- **Supplied entries**:
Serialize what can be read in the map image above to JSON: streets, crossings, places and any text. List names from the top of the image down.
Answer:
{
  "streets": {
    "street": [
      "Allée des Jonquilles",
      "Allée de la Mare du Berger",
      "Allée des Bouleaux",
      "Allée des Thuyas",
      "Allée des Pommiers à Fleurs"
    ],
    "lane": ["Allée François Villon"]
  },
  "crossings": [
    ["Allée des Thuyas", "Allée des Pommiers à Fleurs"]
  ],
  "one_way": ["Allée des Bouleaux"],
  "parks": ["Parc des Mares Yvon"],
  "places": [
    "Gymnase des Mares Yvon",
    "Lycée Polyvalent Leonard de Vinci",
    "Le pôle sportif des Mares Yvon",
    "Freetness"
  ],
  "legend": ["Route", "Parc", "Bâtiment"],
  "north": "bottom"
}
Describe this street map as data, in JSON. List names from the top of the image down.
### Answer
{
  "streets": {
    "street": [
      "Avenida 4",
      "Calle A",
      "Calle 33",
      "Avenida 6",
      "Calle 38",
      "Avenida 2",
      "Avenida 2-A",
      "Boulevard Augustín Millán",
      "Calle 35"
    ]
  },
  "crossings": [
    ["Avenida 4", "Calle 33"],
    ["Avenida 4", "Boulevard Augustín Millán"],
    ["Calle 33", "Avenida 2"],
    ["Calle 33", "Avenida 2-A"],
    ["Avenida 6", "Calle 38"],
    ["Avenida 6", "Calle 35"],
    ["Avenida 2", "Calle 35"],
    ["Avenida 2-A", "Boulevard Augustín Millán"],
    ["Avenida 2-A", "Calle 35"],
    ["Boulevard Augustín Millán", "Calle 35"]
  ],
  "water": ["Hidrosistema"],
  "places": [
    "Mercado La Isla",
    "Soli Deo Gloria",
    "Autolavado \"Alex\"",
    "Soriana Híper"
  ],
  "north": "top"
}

- **What you should do**: When a line in the material above contains the word "Allée", copy that line out.

- **The answer**:
      "Allée des Jonquilles",
      "Allée de la Mare du Berger",
      "Allée des Bouleaux",
      "Allée des Thuyas",
      "Allée des Pommiers à Fleurs"
    "lane": ["Allée François Villon"]
    ["Allée des Thuyas", "Allée des Pommiers à Fleurs"]
  "one_way": ["Allée des Bouleaux"],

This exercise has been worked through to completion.